While November 2017 marks the 100th anniversary of the much-discussed Balfour Declaration, which helped pave the way for the modern state of Israel, another important centennial—for the World War I Battle of Be’er Sheva—was also marked this week by the leaders of Israel, Australia and New Zealand.
For citizens of all three young democracies, the pivotal battle is seen as playing a major role in shaping not only the future of Israel, by setting the stage for the implementation of the Balfour Declaration through the defeat of the Ottoman Empire, but also for the national identities of Australia and New Zealand, who were part of the British Empire at the time.
“We are here standing in the city of Abraham,” Israeli Prime Minister Benjamin Netanyahu told a gathering of leaders in Be’er Sheva’s Commonwealth War Graves Cemetery. “Four-thousand years ago, our forefathers came here. Now, because of that day a hundred years ago, you see the modern city of Be’er Sheva, with the cyber headquarters, with the future in our hands. We have peace, prosperity and security, but it was made possible because of those heroes.”
The ceremony in Be’er Sheva included military reenactments and was attended by a wide array of dignitaries and officials from all three countries, in an unprecedented showing of historical bonds and present-day unity.
“Had the Ottoman rule in Palestine and Syria not been overthrown by the Australians and the New Zealanders, the Balfour Declaration would have been empty words,” Australian Prime Minister Malcolm Turnbull said, referencing the pivotal document—issued only a few days after the battle—in which the British government stated that it would “view with favor the establishment in Palestine of a national home for the Jewish people.”

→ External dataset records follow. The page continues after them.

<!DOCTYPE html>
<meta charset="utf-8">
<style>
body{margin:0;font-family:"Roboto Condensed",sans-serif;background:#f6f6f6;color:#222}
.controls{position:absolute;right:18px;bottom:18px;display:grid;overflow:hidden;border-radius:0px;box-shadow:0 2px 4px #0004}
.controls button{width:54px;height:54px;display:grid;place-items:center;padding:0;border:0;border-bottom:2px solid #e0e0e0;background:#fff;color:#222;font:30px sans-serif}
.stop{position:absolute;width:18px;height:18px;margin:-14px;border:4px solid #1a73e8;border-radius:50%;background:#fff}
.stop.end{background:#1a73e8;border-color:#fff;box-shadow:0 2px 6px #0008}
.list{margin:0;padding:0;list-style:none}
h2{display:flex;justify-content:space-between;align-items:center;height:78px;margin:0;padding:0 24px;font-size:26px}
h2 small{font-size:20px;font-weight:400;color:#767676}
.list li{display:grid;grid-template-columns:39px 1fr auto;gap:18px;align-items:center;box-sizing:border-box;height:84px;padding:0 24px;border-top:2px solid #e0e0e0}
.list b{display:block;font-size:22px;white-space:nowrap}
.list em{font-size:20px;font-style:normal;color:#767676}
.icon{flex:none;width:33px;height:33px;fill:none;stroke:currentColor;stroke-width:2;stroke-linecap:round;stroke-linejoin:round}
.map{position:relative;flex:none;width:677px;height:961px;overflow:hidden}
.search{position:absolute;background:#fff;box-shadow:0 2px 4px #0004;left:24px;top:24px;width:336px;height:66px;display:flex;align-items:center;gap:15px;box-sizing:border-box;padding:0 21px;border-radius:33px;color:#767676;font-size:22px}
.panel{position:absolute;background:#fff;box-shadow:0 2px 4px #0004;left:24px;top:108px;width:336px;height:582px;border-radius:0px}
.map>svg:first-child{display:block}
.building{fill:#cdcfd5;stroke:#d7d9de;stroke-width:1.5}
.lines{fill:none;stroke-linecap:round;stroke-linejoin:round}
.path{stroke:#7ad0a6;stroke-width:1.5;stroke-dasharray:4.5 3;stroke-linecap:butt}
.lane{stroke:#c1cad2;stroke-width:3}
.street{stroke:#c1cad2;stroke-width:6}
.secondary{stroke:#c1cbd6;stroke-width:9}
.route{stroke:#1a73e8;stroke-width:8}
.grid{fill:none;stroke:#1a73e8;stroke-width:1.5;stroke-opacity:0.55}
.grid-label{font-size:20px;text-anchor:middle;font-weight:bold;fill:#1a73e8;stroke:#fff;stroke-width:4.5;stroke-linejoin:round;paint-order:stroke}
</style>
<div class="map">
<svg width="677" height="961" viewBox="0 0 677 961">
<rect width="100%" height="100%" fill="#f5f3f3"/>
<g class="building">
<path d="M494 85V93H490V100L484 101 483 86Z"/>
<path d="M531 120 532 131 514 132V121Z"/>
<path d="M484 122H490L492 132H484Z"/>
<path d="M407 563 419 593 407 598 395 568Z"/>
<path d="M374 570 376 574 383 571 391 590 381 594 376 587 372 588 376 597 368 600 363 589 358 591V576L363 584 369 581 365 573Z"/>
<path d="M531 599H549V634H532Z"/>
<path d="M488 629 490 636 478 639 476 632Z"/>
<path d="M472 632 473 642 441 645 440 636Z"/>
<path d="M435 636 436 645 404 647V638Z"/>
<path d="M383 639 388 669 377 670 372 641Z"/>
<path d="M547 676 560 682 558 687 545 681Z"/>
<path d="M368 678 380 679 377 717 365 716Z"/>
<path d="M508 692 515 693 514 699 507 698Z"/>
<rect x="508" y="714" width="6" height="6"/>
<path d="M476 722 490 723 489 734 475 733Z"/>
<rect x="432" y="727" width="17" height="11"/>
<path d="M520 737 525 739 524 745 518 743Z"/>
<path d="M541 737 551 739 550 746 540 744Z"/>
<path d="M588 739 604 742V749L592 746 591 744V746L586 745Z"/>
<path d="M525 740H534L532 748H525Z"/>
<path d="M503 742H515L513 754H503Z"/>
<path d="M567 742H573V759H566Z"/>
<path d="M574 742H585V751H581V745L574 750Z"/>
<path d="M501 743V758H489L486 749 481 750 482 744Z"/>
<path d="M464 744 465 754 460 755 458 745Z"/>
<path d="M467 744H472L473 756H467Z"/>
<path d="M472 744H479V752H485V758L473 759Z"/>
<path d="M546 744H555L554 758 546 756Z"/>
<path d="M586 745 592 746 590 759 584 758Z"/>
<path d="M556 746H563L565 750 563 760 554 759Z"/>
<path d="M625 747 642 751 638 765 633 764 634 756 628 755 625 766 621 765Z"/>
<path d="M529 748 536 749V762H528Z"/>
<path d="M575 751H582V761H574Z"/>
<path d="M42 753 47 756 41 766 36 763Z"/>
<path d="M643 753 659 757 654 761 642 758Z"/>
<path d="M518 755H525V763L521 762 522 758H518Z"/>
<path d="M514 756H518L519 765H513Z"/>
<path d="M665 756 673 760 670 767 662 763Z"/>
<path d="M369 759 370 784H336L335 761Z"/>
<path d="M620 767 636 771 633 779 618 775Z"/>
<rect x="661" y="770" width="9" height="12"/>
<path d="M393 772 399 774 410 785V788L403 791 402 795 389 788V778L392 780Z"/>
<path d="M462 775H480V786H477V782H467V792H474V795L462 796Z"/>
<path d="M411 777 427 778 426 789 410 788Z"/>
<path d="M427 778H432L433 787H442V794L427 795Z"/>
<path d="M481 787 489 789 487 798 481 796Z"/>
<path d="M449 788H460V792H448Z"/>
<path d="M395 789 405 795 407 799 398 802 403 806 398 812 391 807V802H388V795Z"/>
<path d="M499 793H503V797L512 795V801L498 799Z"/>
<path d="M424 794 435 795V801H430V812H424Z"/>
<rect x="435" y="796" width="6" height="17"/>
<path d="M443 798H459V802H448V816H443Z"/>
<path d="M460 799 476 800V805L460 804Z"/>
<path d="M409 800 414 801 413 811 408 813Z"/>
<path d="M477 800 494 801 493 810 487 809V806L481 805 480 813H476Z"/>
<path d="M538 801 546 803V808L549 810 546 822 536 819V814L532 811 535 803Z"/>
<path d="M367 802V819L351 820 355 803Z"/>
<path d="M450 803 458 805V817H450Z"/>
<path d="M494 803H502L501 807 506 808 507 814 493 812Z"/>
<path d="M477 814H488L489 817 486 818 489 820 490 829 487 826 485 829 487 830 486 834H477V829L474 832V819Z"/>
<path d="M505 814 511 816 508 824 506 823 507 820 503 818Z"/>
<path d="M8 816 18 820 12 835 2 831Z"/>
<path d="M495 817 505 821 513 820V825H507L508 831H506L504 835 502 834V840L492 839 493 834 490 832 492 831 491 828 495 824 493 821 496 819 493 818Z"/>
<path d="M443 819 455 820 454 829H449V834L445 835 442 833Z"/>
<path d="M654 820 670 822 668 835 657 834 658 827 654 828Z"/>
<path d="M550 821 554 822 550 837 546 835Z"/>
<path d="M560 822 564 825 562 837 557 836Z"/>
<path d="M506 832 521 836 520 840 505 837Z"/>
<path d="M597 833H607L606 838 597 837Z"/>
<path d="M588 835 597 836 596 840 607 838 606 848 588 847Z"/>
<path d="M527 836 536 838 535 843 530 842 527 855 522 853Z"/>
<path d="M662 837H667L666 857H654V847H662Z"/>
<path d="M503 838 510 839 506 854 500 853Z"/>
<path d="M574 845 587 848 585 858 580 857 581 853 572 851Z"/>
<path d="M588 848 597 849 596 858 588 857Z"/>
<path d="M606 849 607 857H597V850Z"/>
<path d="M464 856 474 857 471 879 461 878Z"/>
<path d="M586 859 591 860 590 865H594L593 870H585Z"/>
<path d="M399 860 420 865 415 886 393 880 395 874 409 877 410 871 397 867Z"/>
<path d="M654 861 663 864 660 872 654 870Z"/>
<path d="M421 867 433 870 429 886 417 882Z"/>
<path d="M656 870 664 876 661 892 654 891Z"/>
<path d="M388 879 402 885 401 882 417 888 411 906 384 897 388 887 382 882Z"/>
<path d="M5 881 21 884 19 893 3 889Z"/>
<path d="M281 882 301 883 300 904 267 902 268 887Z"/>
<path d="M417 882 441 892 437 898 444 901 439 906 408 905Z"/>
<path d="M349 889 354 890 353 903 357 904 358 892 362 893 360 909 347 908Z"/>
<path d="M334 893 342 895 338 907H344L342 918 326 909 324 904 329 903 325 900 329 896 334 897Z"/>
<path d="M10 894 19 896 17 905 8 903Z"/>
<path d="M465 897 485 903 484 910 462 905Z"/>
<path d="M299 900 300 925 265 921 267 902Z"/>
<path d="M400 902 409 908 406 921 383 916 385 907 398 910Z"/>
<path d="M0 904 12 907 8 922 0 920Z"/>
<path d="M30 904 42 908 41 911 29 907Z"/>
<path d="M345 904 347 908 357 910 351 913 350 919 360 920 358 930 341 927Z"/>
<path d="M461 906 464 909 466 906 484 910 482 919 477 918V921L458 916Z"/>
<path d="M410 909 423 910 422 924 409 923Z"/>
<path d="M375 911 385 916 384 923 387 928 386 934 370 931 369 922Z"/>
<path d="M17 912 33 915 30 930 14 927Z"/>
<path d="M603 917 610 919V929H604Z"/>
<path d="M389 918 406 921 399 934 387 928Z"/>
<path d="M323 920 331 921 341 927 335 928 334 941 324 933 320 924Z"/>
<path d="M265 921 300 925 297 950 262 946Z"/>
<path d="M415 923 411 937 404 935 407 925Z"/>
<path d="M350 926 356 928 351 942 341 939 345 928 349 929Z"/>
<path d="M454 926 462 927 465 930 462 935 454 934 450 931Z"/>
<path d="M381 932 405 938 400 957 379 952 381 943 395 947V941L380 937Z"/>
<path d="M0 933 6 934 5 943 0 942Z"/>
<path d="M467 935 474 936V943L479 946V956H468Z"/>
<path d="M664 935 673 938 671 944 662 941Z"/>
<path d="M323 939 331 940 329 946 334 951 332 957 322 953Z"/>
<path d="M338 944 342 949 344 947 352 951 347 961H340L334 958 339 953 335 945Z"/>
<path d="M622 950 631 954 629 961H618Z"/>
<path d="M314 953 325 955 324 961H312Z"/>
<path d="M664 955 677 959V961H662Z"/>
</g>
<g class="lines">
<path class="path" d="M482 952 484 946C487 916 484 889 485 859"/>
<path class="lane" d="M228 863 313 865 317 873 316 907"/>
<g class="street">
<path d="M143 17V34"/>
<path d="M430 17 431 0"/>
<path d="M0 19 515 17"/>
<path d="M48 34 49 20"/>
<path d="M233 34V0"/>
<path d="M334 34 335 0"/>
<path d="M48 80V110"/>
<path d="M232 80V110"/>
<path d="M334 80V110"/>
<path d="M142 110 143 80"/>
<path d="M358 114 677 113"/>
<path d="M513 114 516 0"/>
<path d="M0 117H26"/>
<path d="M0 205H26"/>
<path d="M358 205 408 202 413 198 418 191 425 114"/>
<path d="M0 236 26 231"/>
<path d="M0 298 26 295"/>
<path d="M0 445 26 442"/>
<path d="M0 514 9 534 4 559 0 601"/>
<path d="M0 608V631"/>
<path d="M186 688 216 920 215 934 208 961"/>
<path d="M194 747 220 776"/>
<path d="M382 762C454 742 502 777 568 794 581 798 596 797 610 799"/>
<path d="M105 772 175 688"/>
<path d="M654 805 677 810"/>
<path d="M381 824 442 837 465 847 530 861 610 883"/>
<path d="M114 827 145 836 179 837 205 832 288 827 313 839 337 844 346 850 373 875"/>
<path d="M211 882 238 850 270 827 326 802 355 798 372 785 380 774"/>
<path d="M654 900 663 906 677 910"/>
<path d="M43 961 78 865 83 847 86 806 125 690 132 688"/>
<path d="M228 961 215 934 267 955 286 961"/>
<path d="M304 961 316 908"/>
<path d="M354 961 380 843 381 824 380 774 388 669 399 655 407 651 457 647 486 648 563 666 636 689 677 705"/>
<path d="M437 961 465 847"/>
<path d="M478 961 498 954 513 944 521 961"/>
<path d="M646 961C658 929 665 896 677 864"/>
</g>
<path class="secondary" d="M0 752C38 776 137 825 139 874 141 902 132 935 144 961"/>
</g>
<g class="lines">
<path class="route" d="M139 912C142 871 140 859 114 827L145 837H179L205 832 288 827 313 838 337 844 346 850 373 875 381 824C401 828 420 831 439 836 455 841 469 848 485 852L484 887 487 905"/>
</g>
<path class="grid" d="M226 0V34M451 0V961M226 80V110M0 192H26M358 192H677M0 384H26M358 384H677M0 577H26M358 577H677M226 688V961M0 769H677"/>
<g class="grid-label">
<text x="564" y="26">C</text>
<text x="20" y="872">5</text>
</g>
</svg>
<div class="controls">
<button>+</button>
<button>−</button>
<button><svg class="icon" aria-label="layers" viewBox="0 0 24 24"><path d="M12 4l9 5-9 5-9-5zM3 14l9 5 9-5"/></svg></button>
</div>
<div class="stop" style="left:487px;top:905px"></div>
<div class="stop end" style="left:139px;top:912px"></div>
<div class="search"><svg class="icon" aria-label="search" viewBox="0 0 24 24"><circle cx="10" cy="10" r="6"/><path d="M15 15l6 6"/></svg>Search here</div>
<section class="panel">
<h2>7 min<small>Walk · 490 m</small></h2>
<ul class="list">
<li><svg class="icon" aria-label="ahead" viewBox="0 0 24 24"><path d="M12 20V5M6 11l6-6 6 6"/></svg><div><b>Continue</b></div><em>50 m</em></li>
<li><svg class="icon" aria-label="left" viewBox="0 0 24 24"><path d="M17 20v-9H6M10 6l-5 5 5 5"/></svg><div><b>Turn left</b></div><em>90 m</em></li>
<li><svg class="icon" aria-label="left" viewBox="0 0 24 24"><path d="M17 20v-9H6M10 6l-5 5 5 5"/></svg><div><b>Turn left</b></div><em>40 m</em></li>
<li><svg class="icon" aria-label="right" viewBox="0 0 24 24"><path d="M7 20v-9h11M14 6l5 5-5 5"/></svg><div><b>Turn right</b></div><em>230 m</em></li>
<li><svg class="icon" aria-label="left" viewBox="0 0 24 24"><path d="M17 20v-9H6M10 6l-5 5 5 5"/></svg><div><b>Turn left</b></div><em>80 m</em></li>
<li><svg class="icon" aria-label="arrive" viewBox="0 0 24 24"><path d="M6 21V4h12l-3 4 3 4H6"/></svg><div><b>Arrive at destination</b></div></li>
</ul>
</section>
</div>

Jeremy Jones, director of international affairs for the Australia/Israel & Jewish Affairs Council (AIJAC), told JNS.org that the Be’er Sheva battle “was essential for the eventual British Mandate for Palestine and the emergence of the modern state of Israel. For Australians, the battle has been inspirational for generations. [They] see the battle as emblematic of courage, ingenuity, creativity and independence of thought and action.”
Paul Moon, a professor of history at Auckland University of Technology and co-director of the Israel Institute of New Zealand, said that while his country’s participation in the Battle of Be’er Sheva is less well-known than major World War I battles like Gallipoli, it does highlight the common bond between Israel and New Zealand, two “small, vibrant democracies which cherish individual liberties, and which have a history that has often intersected.”
“Apart from its role in liberating parts of [modern-day] Israel from occupation by the Ottoman Empire in 1917, New Zealand supported the British Mandate for Palestine in 1922, and in 1949 backed the United Nations’s recognition of the state of Israel,” he told JNS.org.
Building relations down under
Beyond the historical connections, the visit to Israel by leaders from Australia and New Zealand came amid Netanyahu’s current quest to build stronger bonds with non-traditional allies outside of Europe and North America.
Prior to the Be’er Sheva event, Netanyahu and Australia’s Turnbull, along with many senior government officials, met in Jerusalem to sign a memorandum of understanding enabling more cooperation between the two countries’ defense industries, including the potential for increased exports. They also pledged to bolster their cooperation on cybersecurity.
“We have a vital interest in working more closely and intensely together to keep our people safe from terrorism and from the use of the internet,” Turnbull said.
AIJAC’s Jones said that the high-level meetings between Israeli and Australian officials showed an atmosphere of “genuine and mature friendship.”
“Prime Minister Turnbull repeatedly stressed that geography no longer was as important as it had once been, given modern communications technology and the spread of ideologies which are global in their outlook,” he said. “Israelis and Australians consistently said the relationship between the countries, in cybersecurity, counter-terrorism and other areas, is very healthy, honest, transparent and mutually beneficial.”
Israel and the Kiwis ‘move forward’
Netanyahu also met with New Zealand Governor-General Patsy Reddy as part of the first-ever visit to Israel by that officeholder.
The two countries signed a major aviation services agreement intended to establish air links—including direct routes between Israel and New Zealand, the right to fly in each other’s airspace, and stopover landing rights.
“The signing of the aviation agreement between New Zealand and Israel is a positive step toward closer ties and indicates a willingness to move forward, beyond the bias New Zealand showed against Israel at the United Nations last year,” David Cumin, the other co-director of the Israel Institute of New Zealand, told JNS.org, referencing his country’s co-sponsorship of December 2016’s U.N. Security Council Resolution 2334, which criticized Israel’s settlement enterprise and led to the Jewish state pulling its ambassador from the country.
Stephen Goodman, president of the New Zealand Jewish Council, called Resolution 2334 a “bump on the road” in bilateral relations that have historically been “very good.”
Cumin said that New Zealand’s co-sponsoring of the measure, alongside countries like Malaysia, Senegal and Venezuela, served as a “wake-up call for Israel supporters in New Zealand and fair-minded Kiwis” to take action.
Goodman explained that New Zealand’s recently departed government worked hard to restore relations with Israel, and that he expects the new Labour party-led government of Prime Minister Jacinda Ardern to continue that path.
“With the new Labour-led government, we have a deputy prime minister and minister of foreign affairs, Hon. Winston Peters, who has for a long time been in support of Israel,” he said. “He publicly criticized the sponsorship of the U.N. resolution and has for some time been a member of the New Zealand ‘Parliamentary Friends of Israel’ group.”
“As such,” added Goodman, “we hope that bilateral relations with Israel will continue to improve, and the aviation deal signed between the two countries is an example of this.”